### EXERCISE
Output the opening lines of the records exactly. End with the line that contains "0,764px 0,740px 26px,428px".

### LISTED RECORDS
------------------------------------------------------------------------

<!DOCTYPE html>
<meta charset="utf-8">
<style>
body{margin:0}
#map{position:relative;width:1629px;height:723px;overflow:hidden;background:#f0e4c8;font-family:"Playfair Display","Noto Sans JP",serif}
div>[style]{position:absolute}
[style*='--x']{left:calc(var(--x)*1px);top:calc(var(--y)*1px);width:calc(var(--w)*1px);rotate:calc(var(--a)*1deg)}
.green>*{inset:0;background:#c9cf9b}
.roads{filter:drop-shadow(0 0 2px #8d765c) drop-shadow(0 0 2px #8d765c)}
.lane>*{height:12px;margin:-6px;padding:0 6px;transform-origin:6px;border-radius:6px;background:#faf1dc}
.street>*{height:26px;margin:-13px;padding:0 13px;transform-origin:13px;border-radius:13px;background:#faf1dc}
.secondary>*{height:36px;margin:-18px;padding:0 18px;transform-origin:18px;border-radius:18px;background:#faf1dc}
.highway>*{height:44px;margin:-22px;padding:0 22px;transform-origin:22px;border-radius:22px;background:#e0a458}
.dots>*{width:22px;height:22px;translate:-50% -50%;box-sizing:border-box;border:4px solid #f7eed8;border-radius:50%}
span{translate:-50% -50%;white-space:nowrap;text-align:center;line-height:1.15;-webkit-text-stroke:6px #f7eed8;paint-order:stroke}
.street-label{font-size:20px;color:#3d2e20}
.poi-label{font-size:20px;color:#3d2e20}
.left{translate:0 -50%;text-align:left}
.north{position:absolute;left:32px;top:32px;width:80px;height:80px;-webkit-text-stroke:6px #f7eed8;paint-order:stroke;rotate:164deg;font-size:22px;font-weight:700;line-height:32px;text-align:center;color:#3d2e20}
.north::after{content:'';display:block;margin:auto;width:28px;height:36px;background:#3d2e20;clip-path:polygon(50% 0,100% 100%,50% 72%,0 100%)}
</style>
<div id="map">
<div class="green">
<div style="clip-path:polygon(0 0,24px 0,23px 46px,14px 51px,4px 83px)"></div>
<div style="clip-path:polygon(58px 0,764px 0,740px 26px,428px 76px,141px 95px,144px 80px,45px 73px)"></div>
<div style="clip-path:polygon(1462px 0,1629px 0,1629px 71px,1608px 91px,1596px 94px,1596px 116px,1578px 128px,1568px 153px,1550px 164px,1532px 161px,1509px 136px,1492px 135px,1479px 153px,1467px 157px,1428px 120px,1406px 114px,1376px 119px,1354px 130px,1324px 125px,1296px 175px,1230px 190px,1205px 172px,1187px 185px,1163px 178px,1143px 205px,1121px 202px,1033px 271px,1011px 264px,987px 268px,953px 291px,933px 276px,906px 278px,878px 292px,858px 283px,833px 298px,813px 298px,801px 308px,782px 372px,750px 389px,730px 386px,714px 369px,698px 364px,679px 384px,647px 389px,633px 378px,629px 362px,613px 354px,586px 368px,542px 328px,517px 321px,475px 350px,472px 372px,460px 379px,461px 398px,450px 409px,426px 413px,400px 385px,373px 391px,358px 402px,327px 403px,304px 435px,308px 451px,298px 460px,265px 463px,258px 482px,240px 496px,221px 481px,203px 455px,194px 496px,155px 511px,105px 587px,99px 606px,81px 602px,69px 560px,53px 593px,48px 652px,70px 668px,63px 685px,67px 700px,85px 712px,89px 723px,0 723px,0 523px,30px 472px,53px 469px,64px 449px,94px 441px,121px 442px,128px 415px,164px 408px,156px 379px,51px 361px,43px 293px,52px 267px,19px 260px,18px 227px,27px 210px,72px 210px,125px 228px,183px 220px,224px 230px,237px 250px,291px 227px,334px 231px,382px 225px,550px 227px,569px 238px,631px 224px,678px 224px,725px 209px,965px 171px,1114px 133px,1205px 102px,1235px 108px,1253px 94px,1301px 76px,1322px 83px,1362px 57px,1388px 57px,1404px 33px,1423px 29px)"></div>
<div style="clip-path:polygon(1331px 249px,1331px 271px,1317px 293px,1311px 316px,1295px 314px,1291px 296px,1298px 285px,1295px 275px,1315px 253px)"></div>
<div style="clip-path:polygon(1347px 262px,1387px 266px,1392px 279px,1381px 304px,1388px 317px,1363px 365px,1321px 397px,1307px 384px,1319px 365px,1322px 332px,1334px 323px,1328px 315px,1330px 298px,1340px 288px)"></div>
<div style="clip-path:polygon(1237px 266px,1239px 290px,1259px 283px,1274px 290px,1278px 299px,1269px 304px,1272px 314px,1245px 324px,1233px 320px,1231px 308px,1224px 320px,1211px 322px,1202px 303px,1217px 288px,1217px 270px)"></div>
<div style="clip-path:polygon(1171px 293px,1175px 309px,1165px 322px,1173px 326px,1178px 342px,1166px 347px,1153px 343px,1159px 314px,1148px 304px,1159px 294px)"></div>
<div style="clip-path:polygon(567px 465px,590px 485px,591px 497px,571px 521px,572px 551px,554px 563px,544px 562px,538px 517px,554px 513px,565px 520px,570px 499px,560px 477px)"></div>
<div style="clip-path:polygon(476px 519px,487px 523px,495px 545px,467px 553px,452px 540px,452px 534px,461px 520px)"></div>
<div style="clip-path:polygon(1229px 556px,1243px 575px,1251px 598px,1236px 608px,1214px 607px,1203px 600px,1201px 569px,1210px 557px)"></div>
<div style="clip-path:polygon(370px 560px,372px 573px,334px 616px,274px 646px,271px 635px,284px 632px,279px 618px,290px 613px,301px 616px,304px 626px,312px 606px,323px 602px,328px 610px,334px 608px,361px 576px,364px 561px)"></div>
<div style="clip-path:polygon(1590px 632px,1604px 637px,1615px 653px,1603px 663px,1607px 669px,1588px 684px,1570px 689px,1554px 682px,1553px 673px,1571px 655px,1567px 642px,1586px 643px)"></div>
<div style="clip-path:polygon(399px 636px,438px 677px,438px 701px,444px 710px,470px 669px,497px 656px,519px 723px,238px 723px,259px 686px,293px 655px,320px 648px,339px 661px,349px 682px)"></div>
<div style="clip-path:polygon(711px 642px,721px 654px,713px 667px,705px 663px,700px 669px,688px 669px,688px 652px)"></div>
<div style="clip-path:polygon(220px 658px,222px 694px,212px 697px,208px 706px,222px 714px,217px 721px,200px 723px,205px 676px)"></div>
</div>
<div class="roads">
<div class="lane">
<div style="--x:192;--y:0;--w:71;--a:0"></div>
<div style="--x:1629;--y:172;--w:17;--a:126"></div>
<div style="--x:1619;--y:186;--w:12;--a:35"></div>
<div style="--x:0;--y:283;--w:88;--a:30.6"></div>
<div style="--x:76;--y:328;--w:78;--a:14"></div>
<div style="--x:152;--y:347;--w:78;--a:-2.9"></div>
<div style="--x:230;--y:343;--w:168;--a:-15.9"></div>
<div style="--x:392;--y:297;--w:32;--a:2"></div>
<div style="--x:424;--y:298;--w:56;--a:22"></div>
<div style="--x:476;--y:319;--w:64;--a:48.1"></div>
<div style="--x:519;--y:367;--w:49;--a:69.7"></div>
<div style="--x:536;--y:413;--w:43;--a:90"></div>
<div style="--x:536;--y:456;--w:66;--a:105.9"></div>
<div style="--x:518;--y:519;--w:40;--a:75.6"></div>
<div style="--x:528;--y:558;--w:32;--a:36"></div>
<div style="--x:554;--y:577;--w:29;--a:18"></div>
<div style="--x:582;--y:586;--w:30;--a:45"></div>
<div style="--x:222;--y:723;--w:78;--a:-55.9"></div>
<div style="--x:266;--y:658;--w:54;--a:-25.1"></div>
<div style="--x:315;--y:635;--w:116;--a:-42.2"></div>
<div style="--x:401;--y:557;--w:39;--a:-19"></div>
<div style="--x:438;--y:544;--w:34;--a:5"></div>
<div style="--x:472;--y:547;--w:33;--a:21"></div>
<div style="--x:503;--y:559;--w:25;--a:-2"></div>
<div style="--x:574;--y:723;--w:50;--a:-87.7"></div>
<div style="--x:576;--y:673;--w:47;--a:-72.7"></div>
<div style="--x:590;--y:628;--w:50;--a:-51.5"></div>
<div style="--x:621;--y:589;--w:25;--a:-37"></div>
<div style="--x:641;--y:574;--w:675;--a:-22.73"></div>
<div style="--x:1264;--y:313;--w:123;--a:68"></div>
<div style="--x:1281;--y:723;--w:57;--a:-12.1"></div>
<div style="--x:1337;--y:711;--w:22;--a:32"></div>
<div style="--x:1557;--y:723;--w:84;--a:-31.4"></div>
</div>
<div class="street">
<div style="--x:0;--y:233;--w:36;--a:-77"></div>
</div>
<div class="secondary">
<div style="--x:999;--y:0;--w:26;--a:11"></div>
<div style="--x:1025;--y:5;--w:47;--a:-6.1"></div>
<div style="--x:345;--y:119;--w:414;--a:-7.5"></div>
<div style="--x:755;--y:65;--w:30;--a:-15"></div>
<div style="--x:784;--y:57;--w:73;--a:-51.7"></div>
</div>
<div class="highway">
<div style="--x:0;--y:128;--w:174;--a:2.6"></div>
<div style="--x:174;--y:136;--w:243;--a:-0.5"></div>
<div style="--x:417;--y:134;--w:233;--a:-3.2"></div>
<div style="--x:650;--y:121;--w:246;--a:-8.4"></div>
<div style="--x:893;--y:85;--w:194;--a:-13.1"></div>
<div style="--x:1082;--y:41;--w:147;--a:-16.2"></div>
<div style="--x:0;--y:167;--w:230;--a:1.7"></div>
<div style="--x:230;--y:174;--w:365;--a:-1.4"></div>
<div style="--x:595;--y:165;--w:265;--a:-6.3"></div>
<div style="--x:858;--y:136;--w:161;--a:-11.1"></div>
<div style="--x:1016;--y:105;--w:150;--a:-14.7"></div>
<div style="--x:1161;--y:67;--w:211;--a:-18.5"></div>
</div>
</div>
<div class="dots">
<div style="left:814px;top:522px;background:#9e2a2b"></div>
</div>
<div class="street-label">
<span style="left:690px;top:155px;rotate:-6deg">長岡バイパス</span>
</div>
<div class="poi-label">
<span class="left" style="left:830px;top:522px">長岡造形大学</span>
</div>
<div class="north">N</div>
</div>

------------------------------------------------------------------------

### PROBLEM SOLUTION
<!DOCTYPE html>
<meta charset="utf-8">
<style>
body{margin:0}
#map{position:relative;width:1629px;height:723px;overflow:hidden;background:#f0e4c8;font-family:"Playfair Display","Noto Sans JP",serif}
div>[style]{position:absolute}
[style*='--x']{left:calc(var(--x)*1px);top:calc(var(--y)*1px);width:calc(var(--w)*1px);rotate:calc(var(--a)*1deg)}
.green>*{inset:0;background:#c9cf9b}
.roads{filter:drop-shadow(0 0 2px #8d765c) drop-shadow(0 0 2px #8d765c)}
.lane>*{height:12px;margin:-6px;padding:0 6px;transform-origin:6px;border-radius:6px;background:#faf1dc}
.street>*{height:26px;margin:-13px;padding:0 13px;transform-origin:13px;border-radius:13px;background:#faf1dc}
.secondary>*{height:36px;margin:-18px;padding:0 18px;transform-origin:18px;border-radius:18px;background:#faf1dc}
.highway>*{height:44px;margin:-22px;padding:0 22px;transform-origin:22px;border-radius:22px;background:#e0a458}
.dots>*{width:22px;height:22px;translate:-50% -50%;box-sizing:border-box;border:4px solid #f7eed8;border-radius:50%}
span{translate:-50% -50%;white-space:nowrap;text-align:center;line-height:1.15;-webkit-text-stroke:6px #f7eed8;paint-order:stroke}
.street-label{font-size:20px;color:#3d2e20}
.poi-label{font-size:20px;color:#3d2e20}
.left{translate:0 -50%;text-align:left}
.north{position:absolute;left:32px;top:32px;width:80px;height:80px;-webkit-text-stroke:6px #f7eed8;paint-order:stroke;rotate:164deg;font-size:22px;font-weight:700;line-height:32px;text-align:center;color:#3d2e20}
.north::after{content:'';display:block;margin:auto;width:28px;height:36px;background:#3d2e20;clip-path:polygon(50% 0,100% 100%,50% 72%,0 100%)}
</style>
<div id="map">
<div class="green">
<div style="clip-path:polygon(0 0,24px 0,23px 46px,14px 51px,4px 83px)"></div>
<div style="clip-path:polygon(58px 0,764px 0,740px 26px,428px 76px,141px 95px,144px 80px,45px 73px)"></div>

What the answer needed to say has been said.